* **Problem statement**:
In the entries below, every line with the string "Burns" is to be reported.
-------- Task data
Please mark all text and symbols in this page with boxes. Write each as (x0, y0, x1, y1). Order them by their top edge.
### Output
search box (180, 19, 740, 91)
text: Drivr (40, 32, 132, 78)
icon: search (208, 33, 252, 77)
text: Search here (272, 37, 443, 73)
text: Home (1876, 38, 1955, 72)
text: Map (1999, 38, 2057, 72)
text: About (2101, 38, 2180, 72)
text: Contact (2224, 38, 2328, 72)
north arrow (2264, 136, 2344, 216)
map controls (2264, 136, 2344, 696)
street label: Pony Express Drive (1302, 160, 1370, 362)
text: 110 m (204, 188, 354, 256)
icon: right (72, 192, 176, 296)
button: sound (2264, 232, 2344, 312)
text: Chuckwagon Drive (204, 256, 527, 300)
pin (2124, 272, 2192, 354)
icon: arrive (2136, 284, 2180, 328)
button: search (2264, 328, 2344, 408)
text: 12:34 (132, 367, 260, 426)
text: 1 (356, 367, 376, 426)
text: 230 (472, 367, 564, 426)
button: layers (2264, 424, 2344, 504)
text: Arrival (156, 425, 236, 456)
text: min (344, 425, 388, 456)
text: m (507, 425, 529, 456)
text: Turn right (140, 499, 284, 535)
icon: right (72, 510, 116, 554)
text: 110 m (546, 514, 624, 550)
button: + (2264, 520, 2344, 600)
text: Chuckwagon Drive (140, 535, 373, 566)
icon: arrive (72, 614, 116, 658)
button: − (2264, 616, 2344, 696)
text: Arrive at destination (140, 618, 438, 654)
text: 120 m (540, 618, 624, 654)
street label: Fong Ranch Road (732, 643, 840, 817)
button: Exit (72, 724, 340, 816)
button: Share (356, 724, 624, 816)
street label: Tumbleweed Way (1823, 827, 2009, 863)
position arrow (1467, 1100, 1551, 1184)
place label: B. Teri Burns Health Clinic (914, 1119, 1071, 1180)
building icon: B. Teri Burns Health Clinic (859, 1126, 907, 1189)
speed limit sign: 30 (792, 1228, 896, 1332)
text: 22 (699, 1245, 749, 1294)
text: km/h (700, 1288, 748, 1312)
----------------
* **Response box**:
place label: B. Teri Burns Health Clinic (914, 1119, 1071, 1180)
building icon: B. Teri Burns Health Clinic (859, 1126, 907, 1189)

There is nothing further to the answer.